Keucheyan se interroga sobre as condições da derrota, sobre o que resta dela e sobre quem são os novos sujeitos da emancipação. O tímido degelo atual segue a longa "glaciação" que atingiu o marxismo ocidental a partir dos anos 1980. Com o fechamento de qualquer possibilidade na
Europa, o pensamento crítico não só emigrou para a
América, mas se globalizou, abrindo-se para as elaborações provenientes dos quatro cantos do planeta. Mas o que aconteceu com os intelectuais que faziam parte da "nova esquerda", ou seja, aquele movimento que recusou a alternativa entre o socialismo real e o capitalismo?
Keucheyan os divide em seis categorias. Há os convertidos, ou seja, aqueles que, depois dos anos 1970, deixaram de elaborar um pensamento crítico (
Alain Finkielkraut ou
Pierre Rosanvallon, na
França;
Lucio Colletti, na
Itália); os pessimistas, que seguem o lema de
Frederic Jameson segundo o qual é mais fácil imaginar o fim do mundo do que o fim do capitalismo (
Perry Anderson); os resistentes, que são aqueles que permanecem fiéis ao compromisso de tempos atrás:
Noam Chomsky,
Daniel Bensaïd e
Alex Callinicos entre outros.
Há também os inovadores, para os quais a hibridização é condição da criatividade, e são os mais numerosos:
Michael Hardt e
Toni Negri,
Silvia Rivera Cusicanqui ou
Paul Gilroy. Os especialistas colocam à disposição de um projeto político o seu saber especializado: um exemplo é
Vandana Shiva, física de formação e ecologista. Os dirigentes ocupam posições de destaque em um grupo político e são, portanto, mais semelhantes à tipologia clássica dos intelectuais marxistas. Essa categoria é a mais exígua: conta com o subcomandante
Marcos,
Alvaro Garcia Linera, vice-presidente da
Bolívia, e o falecido
Edward Saïd, de 1977 a 1991 membro do
Conselho Nacional Palestino (a assembleia legislativa da
OLP [
Organização para a Libertação da Palestina]).
Para Keucheyan, um dos pensamentos críticos mais influentes dos últimos anos é o ligado às teorias do império e da multidão de Toni Negri e Michael Hardt. Também graças às críticas negrianas, hoje se assiste a uma renovada reflexão sobre o imperialismo, com menos atenção para os fatores econômicos e mais para a dimensão política e cultural. Os trabalhos de
Leo Pantich e de
Robert Cox vão nessa direção.
Um dos nós é o do papel dos Estados nacionais: são ainda os principais atores do jogo político ou foram ultrapassados por órgãos internacionais?
Benedict Anderson usa a história colonial para jogar uma nova luz sobre a nação, comunidade imaginada além de um conjunto de instituições.

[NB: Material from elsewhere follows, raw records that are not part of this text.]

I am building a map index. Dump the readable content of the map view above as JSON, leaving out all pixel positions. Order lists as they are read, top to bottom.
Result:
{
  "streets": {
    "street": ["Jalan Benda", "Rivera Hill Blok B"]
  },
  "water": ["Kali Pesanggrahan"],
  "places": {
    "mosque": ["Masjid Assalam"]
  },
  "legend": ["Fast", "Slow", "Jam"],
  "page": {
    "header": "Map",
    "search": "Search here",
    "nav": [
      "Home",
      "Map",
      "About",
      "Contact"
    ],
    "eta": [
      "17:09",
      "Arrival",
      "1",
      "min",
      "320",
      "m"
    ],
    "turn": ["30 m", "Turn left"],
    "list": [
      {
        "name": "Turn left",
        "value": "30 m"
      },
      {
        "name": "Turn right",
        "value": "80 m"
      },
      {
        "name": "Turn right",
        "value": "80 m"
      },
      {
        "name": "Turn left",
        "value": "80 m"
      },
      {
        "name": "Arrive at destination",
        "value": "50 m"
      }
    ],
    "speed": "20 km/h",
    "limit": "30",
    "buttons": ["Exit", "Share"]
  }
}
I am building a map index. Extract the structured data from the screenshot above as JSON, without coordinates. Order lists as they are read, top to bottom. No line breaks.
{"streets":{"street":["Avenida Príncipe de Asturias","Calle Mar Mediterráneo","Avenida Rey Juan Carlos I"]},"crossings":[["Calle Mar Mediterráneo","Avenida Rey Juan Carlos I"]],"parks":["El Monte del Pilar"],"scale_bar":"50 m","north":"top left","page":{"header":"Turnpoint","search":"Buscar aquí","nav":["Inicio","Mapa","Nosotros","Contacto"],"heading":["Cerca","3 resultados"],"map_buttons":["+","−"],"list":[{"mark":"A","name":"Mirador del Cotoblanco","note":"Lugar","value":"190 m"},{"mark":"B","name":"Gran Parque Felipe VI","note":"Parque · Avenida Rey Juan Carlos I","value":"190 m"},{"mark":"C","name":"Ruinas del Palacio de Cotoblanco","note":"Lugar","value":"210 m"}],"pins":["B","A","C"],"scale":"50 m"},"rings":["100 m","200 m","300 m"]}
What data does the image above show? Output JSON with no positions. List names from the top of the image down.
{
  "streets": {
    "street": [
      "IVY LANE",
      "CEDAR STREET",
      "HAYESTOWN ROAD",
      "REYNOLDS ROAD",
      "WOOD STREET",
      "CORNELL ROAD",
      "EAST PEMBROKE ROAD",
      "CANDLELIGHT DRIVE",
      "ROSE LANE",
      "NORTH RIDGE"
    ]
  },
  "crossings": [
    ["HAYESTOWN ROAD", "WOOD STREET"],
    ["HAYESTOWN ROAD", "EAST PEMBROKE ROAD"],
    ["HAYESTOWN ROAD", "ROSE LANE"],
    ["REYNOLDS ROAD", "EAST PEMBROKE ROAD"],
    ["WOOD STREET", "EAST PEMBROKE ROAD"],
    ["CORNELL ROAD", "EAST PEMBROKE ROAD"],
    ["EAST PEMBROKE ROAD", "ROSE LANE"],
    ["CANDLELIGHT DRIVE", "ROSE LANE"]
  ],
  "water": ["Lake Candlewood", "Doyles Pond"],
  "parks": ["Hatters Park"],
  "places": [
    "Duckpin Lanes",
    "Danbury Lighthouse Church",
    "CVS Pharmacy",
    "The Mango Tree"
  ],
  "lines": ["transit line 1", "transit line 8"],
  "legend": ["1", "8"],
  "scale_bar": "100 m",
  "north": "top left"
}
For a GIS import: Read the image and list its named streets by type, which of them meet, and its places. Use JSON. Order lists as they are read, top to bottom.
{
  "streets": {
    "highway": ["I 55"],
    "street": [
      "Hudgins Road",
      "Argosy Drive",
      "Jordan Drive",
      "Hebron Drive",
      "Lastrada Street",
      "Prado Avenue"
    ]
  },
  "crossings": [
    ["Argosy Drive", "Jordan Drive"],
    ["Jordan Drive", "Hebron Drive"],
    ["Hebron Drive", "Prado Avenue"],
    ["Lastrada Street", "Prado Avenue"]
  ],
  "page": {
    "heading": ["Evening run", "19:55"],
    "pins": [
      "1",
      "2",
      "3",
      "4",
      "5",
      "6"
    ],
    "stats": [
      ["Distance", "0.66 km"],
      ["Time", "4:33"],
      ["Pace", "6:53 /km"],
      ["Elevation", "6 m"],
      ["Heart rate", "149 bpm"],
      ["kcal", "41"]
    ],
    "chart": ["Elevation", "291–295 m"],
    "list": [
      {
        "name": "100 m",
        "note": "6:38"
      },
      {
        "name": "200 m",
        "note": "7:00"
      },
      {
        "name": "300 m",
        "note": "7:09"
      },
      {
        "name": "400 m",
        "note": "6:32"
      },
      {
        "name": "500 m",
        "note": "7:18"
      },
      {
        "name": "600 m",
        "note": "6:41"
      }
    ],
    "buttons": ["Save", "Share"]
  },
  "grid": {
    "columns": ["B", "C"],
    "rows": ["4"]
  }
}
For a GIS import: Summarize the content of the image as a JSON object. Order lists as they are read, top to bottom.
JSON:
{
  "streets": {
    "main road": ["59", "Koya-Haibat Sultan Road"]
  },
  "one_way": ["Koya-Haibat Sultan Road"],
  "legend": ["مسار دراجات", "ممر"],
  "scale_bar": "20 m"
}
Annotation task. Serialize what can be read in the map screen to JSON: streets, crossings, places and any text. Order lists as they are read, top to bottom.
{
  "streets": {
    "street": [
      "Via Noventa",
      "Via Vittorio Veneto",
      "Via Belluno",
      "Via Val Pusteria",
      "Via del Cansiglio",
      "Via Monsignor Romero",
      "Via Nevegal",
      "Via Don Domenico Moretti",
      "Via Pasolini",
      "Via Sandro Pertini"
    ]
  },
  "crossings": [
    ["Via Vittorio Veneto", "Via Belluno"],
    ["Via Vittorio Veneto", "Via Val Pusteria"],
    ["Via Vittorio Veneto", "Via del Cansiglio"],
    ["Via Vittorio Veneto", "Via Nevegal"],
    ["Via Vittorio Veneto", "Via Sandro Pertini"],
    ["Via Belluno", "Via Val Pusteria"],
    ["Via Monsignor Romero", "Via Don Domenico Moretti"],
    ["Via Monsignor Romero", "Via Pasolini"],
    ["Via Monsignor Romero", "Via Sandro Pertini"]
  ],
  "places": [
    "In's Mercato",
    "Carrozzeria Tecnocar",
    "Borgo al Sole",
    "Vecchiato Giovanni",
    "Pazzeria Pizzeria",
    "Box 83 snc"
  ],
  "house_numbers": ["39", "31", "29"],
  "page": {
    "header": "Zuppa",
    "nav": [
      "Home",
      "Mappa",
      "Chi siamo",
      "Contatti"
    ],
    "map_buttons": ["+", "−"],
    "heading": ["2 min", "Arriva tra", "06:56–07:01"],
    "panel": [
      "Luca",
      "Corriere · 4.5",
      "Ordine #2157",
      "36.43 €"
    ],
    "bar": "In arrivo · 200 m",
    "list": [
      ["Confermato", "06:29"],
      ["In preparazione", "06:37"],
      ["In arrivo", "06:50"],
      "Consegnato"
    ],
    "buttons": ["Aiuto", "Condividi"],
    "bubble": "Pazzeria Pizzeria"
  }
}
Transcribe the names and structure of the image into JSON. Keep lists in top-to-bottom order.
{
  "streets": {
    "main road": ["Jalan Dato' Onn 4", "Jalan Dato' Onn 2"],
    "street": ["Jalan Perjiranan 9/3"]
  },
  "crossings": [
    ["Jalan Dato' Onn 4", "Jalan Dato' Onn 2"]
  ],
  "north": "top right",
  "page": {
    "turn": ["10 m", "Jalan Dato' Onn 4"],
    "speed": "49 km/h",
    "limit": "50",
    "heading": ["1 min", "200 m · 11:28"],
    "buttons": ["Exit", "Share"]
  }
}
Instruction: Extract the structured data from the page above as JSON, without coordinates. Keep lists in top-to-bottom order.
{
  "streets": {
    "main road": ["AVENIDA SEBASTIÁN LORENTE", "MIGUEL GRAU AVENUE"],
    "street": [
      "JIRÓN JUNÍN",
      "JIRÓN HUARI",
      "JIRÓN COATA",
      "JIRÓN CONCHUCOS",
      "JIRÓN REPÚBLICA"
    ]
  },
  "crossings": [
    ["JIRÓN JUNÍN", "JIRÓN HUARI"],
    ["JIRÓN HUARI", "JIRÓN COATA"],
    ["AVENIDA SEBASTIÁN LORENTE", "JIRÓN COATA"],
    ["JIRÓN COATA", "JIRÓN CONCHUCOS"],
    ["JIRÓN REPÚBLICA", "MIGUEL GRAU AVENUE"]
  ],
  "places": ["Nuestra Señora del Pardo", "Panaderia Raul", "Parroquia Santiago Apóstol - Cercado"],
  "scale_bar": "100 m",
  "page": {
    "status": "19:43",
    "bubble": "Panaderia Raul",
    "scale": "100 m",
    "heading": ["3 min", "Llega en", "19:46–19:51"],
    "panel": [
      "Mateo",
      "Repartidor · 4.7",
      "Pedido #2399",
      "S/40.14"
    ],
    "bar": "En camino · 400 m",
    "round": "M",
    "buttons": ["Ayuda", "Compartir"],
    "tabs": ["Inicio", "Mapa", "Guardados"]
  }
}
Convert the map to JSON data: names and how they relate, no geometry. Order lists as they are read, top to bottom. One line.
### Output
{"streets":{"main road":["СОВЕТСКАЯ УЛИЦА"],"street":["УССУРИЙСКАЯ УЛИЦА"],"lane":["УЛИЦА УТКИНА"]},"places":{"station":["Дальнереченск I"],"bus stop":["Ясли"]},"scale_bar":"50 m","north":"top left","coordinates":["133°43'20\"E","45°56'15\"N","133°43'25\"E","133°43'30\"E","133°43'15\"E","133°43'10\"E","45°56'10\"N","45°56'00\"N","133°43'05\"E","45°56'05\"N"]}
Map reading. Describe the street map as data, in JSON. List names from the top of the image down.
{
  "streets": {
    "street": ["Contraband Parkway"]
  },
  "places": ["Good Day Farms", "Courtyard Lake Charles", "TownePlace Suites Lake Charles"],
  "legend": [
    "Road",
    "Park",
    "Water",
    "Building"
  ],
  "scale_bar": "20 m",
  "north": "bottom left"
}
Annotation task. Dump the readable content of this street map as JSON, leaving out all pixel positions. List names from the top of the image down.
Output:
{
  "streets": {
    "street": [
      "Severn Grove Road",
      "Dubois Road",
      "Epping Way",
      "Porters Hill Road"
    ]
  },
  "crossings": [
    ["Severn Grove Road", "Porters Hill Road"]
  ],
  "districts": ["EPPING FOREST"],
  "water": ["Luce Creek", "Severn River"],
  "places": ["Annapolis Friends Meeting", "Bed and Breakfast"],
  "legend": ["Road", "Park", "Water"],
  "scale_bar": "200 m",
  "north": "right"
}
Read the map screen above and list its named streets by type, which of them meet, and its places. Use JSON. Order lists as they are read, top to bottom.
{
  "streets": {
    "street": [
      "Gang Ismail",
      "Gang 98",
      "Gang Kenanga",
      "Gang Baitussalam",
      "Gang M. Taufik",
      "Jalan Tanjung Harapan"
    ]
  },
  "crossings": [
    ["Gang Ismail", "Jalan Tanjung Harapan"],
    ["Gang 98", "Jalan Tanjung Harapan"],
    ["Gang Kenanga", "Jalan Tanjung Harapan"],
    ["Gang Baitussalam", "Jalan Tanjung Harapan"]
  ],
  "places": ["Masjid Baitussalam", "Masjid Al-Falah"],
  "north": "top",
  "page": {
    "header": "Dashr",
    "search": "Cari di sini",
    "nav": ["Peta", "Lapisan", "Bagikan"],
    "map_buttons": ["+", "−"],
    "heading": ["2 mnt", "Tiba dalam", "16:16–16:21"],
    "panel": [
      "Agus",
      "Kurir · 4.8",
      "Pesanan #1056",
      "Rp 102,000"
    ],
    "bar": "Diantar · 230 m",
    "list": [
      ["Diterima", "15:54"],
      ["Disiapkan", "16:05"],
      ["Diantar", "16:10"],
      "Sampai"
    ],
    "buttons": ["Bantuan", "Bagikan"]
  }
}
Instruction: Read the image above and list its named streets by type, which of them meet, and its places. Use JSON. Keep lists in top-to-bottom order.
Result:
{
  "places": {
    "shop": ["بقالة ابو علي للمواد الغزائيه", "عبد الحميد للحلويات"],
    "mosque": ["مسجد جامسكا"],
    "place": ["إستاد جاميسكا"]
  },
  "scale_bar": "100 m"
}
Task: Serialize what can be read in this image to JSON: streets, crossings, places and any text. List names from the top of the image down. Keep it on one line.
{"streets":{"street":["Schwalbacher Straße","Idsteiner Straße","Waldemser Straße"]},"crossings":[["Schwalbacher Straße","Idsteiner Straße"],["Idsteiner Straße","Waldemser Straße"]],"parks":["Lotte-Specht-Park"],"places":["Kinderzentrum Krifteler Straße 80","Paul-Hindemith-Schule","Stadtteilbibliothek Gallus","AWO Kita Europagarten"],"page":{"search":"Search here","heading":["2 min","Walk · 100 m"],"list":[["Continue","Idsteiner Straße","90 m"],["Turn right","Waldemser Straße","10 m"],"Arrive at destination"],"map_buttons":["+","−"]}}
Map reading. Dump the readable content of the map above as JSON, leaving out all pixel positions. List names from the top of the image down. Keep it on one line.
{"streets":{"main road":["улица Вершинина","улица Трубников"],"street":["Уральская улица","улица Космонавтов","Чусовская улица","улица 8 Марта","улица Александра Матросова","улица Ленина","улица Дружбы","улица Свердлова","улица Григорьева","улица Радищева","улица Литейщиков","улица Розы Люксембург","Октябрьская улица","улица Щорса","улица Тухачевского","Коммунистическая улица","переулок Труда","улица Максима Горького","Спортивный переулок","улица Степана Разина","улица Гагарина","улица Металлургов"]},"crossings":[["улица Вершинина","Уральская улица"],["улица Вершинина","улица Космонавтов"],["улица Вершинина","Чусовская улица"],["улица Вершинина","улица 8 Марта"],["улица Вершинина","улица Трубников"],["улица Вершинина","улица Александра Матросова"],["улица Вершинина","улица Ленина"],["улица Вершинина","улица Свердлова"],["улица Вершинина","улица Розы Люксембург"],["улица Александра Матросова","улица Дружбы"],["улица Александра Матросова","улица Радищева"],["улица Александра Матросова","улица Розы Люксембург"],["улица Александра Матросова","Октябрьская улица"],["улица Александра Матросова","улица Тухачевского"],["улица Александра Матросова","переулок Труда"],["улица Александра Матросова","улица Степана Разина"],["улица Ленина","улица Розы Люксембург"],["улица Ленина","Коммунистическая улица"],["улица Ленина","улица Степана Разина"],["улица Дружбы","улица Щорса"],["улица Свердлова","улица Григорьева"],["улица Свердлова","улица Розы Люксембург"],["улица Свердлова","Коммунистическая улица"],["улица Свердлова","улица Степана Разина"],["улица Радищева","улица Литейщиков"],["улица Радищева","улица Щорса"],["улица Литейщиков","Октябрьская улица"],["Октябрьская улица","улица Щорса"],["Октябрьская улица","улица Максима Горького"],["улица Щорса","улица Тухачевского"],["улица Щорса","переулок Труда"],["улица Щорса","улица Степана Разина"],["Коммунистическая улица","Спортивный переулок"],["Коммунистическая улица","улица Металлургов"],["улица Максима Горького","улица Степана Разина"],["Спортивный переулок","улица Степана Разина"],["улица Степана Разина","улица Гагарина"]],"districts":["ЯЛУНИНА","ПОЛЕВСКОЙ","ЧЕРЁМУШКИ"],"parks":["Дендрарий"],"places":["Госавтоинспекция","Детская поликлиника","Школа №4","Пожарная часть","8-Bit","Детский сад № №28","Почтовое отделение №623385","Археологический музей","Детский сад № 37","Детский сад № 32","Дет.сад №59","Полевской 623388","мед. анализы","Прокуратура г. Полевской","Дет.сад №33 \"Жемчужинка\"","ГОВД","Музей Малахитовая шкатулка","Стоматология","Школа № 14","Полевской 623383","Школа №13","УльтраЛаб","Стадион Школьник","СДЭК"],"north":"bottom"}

Na Europa, essa reflexão é levada adiante por filósofos como
Étienne Balibar e
Jürgen Habermas.
A análise das várias formas de capitalismo está no centro das teorias críticas contemporâneas, com os trabalhos de
Giovanni Arrighi,
Robert Brenner e
David Harvey, aos quais se associam as ideias de capitalismo fóssil de
Elmar Altvater, que estudam as relações entre capitalismo e ecologia.
Tarefa do pensamento crítico contemporâneo é o de entender quem é hoje o sujeito de uma revolução possível, uma vez decaída a centralidade da classe operária.
Jacques Rancière e
Alain Badiou, na
França, e o esloveno
Slavoj Zizek se concentram sobre a possibilidade de emancipação dos sujeitos das democracias ocidentais.
O pós-feminismo de
Judith Butler,
Gayatri Spivak e
Donna Haraway prolonga a investigação sobre a diferença de gênero com os instrumentos do pós-estruturalismo de
Foucault, com os estudos pós-coloniais e a condição das mulheres nas periferias do mundo e, enfim, com a análise das novas tecnologias, como o trabalho da filósofa norte-americana Haraway que conecta a subordinação das mulheres à da natureza e à pesquisa sobre os ciborgues.
A questão da identidade substituiu as velhas categorias de estrutura e de classe social, como demonstram os trabalhos de
Alex Honneth,
Nancy Fraser e
Ernesto Laclau, dentre outros. O conceito de classe é hoje revisitado e atualizado pelos trabalhos de
David Harvey, segundo Keucheyan um dos mais refinados pensadores críticos contemporâneos. Para Harvey, a classe hoje se constrói também em relação com o espaço e a cidade. O bairro é, desse modo, a nova fábrica, e os espaços populares das metrópoles são também potenciais espaços de resistência. Como se pode entender da riqueza das referências, está, talvez, abrindo-se uma época fértil para as teorias críticas.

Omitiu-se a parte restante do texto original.